What are Ukraine's options in the event of a technical Russian invasion of its cyberspace?

“Be afraid and prepare for the worst,” is an encrypted warning left by hackers after they targeted Ukrainian state databases on January 14.

A month after this incident, a powerful cyberattack paralyzed services at two major banks and on the Ministry of Defense website.

On both occasions, Russia denied its involvement, but this was not enough to exonerate it, as this incident coincided with the presence of more than 150,000 soldiers on the border of Ukraine.

But even if Russia does not take a step on the ground by invading Ukraine, Ukraine is more vigilant against an attack of a different kind, one from a country widely known as a pioneer in digital warfare.

Ukraine is not the easy target it was when the first Russian attacks hit its electoral systems in June 2014, as the Economist reports .

The report says that Ukraine now relies on significant domestic expertise, and receives assistance from Western security services, including the US Cyber ​​Command.

Its 8 years of experience has made it a world leader in threat detection and repair.

Russia is probably keeping its most dangerous tools for prime time, says Viktor Zora, deputy Ukrainian cyber command. “They are already trying a great variety of ways to take over our networks and critical infrastructure,” he says. “Of course, it's just the tip of the iceberg."

Andrei Baranovich, a spokesman for the Ukraine Cyber ​​Alliance, an activist group, reported that his group found backdoors to critical parts of Ukraine's IT and operations management within two weeks of research in 2017.

Some of it has even been advertised on the black market: "The programs to control water canals, power plants, and even the atomic energy sector, are hacked."

The NotPetya cyber attack in 2017, considered the most damaging in Ukraine's history and attributed by the White House to Russia, disrupted the radiation monitoring system at the defunct but still highly polluted Chernobyl power plant.

Russia's intentions determine the extent of electronic destruction

The ferocity of Russia's cyber operations will depend on its broader intentions, whether the goal is to cause pain and possibly overthrow the government of Volodymyr Zelensky, support a conventional military operation, or both.

Without a missile being launched, cyber operations can have devastating psychological effects on the Ukrainian population.

“Imagine the panic in the streets of Kiev if people are not able to communicate with each other,” says Volodymyr Omelyan, Ukraine's Minister of Infrastructure from 2016-2019, adding that not enough has been done to protect mobile networks.

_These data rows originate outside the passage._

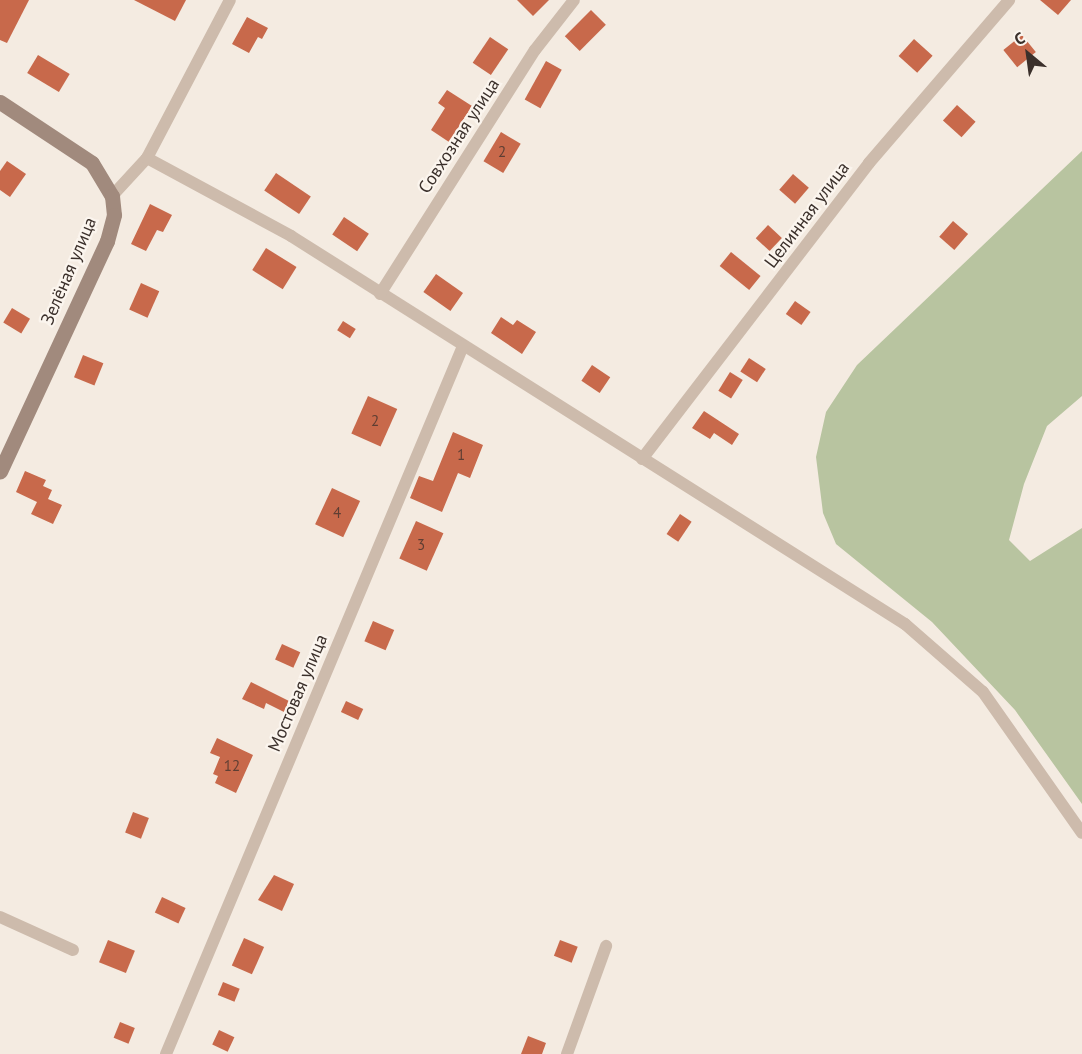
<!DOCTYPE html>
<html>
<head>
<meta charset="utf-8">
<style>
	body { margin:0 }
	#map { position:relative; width:1082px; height:1054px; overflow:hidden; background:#f4ebe1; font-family:"PT Sans",sans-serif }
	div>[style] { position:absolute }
	.green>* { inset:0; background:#b8c4a0 }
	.building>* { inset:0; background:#c8694b; transform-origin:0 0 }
	.minor>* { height:12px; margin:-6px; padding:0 6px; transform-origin:6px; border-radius:6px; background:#cdbbac }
	.secondary>* { height:15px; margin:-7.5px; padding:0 7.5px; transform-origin:7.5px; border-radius:7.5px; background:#a18a7d }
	span { translate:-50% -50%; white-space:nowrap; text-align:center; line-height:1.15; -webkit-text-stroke:4.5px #fbf5ee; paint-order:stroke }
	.number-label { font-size:15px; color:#5e3e33 }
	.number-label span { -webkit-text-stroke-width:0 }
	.street-label { font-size:18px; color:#3b302b }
	.north { position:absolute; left:998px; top:24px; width:60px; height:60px; -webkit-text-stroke:4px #fbf5ee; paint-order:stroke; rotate:331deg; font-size:16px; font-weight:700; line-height:24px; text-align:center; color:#3b302b }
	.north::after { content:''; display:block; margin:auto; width:21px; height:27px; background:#3b302b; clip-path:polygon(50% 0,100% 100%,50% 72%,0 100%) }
</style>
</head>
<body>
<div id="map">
	<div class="green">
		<i style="clip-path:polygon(1082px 151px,1082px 396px,1047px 426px,1024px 484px,1009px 540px,1030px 561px,1082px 528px,1082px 804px,1015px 710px,932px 622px,836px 544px,823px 513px,816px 457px,826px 412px,857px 365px)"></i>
	</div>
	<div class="building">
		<i style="clip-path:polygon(0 0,29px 0,7px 43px,0 40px)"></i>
		<i style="clip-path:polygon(134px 0,186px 0,175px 21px)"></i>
		<i style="clip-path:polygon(517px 0,549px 0,533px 16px)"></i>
		<i style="clip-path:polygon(1040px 0,1071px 0,1058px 15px)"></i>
		<i style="left:591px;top:10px;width:21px;height:37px;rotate:45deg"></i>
		<i style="clip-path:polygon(247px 17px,268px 28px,262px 39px,258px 37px,249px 53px,232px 44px)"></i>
		<i style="left:1022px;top:35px;width:22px;height:24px;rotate:51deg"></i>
		<i style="left:490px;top:37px;width:22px;height:31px;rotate:34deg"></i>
		<i style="left:914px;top:39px;width:25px;height:23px;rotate:42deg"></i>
		<i style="left:38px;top:55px;width:37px;height:21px;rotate:31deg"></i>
		<i style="left:546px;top:61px;width:18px;height:44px;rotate:29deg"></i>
		<i style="clip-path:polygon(447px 90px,472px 106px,449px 142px,431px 130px,445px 108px,438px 103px)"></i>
		<i style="left:957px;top:105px;width:25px;height:21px;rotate:42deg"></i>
		<i style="left:501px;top:132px;width:23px;height:34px;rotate:31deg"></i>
		<i style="clip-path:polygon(7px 161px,26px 174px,10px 197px,0 190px,0 171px)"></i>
		<i style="left:276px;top:173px;width:42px;height:21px;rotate:34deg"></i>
		<i style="left:793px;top:174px;width:21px;height:21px;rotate:41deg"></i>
		<i style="clip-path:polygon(150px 204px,172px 215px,163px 232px,157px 230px,146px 251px,131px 244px)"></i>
		<i style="left:344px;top:217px;width:30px;height:21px;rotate:34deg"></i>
		<i style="left:953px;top:221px;width:20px;height:21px;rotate:41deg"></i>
		<i style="left:768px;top:225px;width:19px;height:18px;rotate:43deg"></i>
		<i style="left:266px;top:248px;width:36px;height:26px;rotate:32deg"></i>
		<i style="left:731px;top:252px;width:38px;height:18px;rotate:39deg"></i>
		<i style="left:436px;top:274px;width:33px;height:22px;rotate:35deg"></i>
		<i style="left:141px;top:283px;width:20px;height:29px;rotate:24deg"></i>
		<i style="left:795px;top:301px;width:19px;height:16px;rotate:35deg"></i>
		<i style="left:12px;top:308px;width:21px;height:17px;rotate:31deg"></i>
		<i style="clip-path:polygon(501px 317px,513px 325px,517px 320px,536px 332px,522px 354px,491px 333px)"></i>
		<i style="left:343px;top:321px;width:15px;height:11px;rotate:32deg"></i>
		<i style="left:83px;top:355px;width:22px;height:24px;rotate:22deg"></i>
		<i style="left:749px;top:358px;width:20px;height:16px;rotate:33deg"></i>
		<i style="left:592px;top:365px;width:22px;height:19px;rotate:34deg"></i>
		<i style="left:730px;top:372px;width:15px;height:22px;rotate:32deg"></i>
		<i style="left:368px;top:396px;width:32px;height:41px;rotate:24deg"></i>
		<i style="clip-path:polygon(704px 411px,739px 434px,732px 445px,714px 433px,710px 439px,692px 428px)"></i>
		<i style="clip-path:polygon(453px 432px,483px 445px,470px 478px,458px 473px,442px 512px,410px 498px,419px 476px,433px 481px)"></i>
		<i style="clip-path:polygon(25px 471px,46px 480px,43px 486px,52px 490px,48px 499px,62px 505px,53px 524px,31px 514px,37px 502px,16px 492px)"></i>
		<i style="left:332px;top:488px;width:31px;height:40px;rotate:25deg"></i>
		<i style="left:680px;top:514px;width:14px;height:24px;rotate:34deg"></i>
		<i style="left:416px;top:521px;width:30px;height:41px;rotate:24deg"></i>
		<i style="left:373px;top:621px;width:23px;height:22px;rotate:23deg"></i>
		<i style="left:282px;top:644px;width:20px;height:17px;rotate:24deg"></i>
		<i style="clip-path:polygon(251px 682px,289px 701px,284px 712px,266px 703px,264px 709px,242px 699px)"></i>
		<i style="left:346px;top:701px;width:19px;height:12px;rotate:25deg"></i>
		<i style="clip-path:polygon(217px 738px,253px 755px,236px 793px,215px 783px,218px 776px,213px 774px,220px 757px,210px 753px)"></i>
		<i style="left:133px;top:812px;width:17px;height:22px;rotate:21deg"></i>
		<i style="clip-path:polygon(274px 875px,294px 884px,282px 911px,258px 900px)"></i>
		<i style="left:162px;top:897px;width:26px;height:17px;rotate:25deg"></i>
		<i style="left:244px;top:938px;width:22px;height:30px;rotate:24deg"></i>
		<i style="left:108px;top:940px;width:29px;height:24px;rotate:22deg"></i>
		<i style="left:560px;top:940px;width:19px;height:17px;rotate:21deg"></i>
		<i style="left:223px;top:982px;width:18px;height:14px;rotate:22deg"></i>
		<i style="left:120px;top:1022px;width:16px;height:17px;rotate:22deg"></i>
		<i style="left:219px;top:1030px;width:17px;height:16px;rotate:25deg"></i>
		<i style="clip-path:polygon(528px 1036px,546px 1043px,542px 1054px,521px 1054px)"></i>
	</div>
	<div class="minor">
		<i style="left:147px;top:158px;width:164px;rotate:28.4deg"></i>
		<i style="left:291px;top:236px;width:726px;rotate:32.29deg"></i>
		<i style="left:905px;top:624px;width:103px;rotate:41.1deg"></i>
		<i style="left:983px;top:692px;width:172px;rotate:54.9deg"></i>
		<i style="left:112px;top:196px;width:52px;rotate:-47.4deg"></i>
		<i style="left:147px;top:158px;width:178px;rotate:-62.3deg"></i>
		<i style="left:380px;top:294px;width:289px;rotate:-57.6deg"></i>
		<i style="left:535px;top:50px;width:63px;rotate:-52deg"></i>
		<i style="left:642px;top:459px;width:373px;rotate:-52.5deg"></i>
		<i style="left:869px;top:163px;width:215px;rotate:-49.3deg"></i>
		<i style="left:0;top:917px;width:80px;rotate:24.3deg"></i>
		<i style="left:166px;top:1054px;width:768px;rotate:-67.24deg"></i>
		<i style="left:567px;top:1054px;width:115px;rotate:-70.1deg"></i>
	</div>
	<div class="secondary">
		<i style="left:0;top:102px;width:110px;rotate:33.5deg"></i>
		<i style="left:92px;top:163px;width:39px;rotate:59deg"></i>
		<i style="left:112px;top:196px;width:19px;rotate:84deg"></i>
		<i style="left:114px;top:215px;width:27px;rotate:105deg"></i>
		<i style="left:107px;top:241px;width:254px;rotate:114.9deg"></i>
	</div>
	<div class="number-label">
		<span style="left:502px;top:152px">2</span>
		<span style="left:375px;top:421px">2</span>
		<span style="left:461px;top:455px">1</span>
		<span style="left:337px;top:513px">4</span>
		<span style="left:421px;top:545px">3</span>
		<span style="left:232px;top:766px">12</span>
	</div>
	<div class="street-label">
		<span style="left:459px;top:136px;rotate:-57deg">Совхозная улица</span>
		<span style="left:807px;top:215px;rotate:-53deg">Целинная улица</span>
		<span style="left:69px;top:271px;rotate:-67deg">Зелёная улица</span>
		<span style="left:298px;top:693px;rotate:-67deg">Мостовая улица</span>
	</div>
	<div class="north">С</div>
</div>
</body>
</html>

The biggest concern is that the Kremlin will shut down its electricity, mobile and internet networks to create chaos ahead of a possible invasion. This could create concerns about the country's 15 nuclear power plants.

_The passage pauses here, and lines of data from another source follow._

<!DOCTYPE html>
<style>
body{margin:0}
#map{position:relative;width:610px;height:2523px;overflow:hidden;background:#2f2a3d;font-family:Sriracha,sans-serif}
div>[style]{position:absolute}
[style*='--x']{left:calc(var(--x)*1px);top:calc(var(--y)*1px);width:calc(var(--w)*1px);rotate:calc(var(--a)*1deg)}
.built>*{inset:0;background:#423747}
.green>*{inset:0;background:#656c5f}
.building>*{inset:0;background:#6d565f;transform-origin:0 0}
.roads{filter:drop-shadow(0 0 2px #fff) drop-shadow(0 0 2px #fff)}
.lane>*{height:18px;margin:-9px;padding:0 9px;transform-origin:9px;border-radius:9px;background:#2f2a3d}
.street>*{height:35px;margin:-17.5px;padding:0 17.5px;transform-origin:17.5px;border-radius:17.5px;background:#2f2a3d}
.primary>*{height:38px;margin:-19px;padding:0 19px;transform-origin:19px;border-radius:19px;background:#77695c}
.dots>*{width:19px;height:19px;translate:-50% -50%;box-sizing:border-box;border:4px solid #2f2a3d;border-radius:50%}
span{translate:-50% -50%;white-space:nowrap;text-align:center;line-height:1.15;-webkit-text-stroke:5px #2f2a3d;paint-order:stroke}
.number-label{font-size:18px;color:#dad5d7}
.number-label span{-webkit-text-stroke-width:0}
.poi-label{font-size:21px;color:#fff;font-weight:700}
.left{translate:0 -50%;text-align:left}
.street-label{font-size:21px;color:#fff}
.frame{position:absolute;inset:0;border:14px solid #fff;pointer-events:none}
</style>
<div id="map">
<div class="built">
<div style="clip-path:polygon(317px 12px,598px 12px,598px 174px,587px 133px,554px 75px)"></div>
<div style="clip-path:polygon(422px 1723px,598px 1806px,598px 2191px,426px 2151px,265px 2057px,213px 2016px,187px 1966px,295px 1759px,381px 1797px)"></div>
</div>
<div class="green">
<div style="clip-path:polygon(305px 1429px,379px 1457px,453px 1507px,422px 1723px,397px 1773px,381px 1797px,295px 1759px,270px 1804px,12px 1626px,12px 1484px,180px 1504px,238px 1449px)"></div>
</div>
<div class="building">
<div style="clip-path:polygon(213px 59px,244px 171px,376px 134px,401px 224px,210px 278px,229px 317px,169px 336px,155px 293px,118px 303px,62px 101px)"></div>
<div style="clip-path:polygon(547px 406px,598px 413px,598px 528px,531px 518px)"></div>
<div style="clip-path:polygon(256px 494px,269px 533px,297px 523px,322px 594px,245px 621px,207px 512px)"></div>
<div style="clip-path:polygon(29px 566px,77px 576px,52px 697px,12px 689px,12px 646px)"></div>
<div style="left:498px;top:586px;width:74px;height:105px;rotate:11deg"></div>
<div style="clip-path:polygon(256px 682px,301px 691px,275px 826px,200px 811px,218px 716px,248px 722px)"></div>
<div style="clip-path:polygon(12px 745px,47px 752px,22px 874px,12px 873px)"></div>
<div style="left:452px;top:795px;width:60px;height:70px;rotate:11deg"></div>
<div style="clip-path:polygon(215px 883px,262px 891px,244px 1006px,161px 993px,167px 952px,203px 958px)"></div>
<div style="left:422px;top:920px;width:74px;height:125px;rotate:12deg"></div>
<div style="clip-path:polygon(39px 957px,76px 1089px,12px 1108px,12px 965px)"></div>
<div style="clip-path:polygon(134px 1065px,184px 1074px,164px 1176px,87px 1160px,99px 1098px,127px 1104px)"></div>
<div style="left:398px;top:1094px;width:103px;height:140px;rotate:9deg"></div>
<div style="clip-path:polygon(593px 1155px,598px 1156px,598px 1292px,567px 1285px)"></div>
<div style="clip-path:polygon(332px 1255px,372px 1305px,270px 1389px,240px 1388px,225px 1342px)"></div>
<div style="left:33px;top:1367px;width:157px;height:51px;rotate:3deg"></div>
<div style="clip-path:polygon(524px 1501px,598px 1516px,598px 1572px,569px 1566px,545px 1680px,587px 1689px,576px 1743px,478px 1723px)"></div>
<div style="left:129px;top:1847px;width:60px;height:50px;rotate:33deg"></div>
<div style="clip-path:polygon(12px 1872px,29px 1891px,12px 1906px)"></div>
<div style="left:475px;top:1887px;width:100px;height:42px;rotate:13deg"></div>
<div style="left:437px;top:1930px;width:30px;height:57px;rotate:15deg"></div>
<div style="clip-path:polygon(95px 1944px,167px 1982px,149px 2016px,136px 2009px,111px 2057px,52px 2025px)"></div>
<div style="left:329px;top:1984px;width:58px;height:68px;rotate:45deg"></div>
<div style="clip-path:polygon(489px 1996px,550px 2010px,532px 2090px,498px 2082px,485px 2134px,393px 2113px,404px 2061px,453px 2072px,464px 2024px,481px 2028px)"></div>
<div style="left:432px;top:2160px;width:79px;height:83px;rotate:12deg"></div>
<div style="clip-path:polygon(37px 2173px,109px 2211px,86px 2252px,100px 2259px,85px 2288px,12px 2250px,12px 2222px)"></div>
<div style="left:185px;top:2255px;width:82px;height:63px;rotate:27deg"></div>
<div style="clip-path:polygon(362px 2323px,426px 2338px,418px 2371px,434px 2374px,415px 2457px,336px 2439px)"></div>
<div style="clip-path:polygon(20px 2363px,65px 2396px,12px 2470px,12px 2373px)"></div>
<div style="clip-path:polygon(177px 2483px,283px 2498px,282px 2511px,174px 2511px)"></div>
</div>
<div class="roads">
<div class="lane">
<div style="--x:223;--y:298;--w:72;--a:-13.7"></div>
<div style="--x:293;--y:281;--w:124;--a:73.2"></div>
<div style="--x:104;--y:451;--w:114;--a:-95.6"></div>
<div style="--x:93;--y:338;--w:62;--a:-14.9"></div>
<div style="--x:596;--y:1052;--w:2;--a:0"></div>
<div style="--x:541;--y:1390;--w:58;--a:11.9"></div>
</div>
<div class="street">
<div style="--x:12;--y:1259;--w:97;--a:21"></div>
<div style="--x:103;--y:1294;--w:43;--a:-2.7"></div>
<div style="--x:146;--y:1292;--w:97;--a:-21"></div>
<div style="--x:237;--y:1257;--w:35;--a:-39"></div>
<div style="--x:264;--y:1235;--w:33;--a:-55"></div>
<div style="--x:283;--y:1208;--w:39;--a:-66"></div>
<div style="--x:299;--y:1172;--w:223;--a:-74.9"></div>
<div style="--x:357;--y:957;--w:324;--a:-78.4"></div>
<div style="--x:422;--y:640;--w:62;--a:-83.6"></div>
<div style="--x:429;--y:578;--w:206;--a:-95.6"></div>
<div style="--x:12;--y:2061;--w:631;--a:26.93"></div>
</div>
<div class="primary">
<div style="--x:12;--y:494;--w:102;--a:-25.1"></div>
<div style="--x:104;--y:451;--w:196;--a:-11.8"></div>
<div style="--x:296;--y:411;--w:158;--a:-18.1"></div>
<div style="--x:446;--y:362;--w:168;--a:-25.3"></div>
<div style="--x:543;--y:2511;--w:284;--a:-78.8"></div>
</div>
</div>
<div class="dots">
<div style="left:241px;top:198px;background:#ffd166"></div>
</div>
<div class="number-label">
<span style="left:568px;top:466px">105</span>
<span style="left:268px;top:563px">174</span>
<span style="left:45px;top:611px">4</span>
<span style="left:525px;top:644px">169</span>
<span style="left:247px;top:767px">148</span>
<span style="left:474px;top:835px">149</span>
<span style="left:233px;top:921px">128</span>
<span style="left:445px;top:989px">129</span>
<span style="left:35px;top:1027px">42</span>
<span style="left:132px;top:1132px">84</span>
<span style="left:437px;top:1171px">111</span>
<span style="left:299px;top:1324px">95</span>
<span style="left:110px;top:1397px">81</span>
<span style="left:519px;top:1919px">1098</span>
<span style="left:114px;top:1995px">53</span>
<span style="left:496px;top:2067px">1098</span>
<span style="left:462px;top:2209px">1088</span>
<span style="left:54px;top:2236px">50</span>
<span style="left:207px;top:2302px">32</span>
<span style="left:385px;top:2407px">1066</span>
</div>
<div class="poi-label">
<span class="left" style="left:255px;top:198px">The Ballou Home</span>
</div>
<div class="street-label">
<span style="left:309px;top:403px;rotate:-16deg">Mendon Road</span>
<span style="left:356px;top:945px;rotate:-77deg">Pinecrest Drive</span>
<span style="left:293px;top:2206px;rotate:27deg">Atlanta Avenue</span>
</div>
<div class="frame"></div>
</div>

And Dmitriy Alperovich, whose cybersecurity firm CrowdStrike exposed the Russian hacking campaign to the Democratic National Committee in 2015, says Moscow has the potential to do all of that.

It can effectively target dozens of data exchange points connecting Ukraine to the Internet, and use electronic warfare capabilities to jam airwaves in places, affecting cell phones and other radio-based communications.

Satellite phones are not available for purchase in Ukraine since the beginning of the year. And in the event of a bloody war, an internet outage would be especially beneficial for the Kremlin.

Ukraine is not easy fishing

Most cyber security experts find it difficult to achieve a complete disconnection in communications. They believe that disrupting broadband communications requires a risky physical process inside Ukraine.

The structure of the country's mobile phone network, with its intertwined poles, also makes it able to withstand nationwide disruptions.

“We have everything in place to protect the core network,” says Dmytro Shemkev, a former government official who is now head of the supervisory board of Kyivstar, Ukraine's largest mobile phone network. .

It could be easier to disrupt important parts of the energy and logistics infrastructure. In 2015 and 2016, Russia attacked the national grid, causing blackouts in 3 regions, and the following year, Ukrainian air traffic control was disrupted.

Andrew Grotto, who was the head of digital security for the US National Security Council at the time, says the attacks were a watershed moment: “We always assumed Russia had the capability, but to see it used against a live target. It was a big deal."

America has sent digital security teams to Kiev to learn as much as possible about emerging capabilities.

In this case, Ukraine was able to restore order by switching to manual air traffic control and power plants, which would be very difficult in America.

Ukraine's relative technological backwardness turned out to be a trump card, and this advantage is likely to continue to serve Ukraine in its current crisis.

"What the Ukrainians are seeking is to reduce the number of master switches that control electronic state systems," Grotto says. "The Russians can achieve some success, but it will not be easy.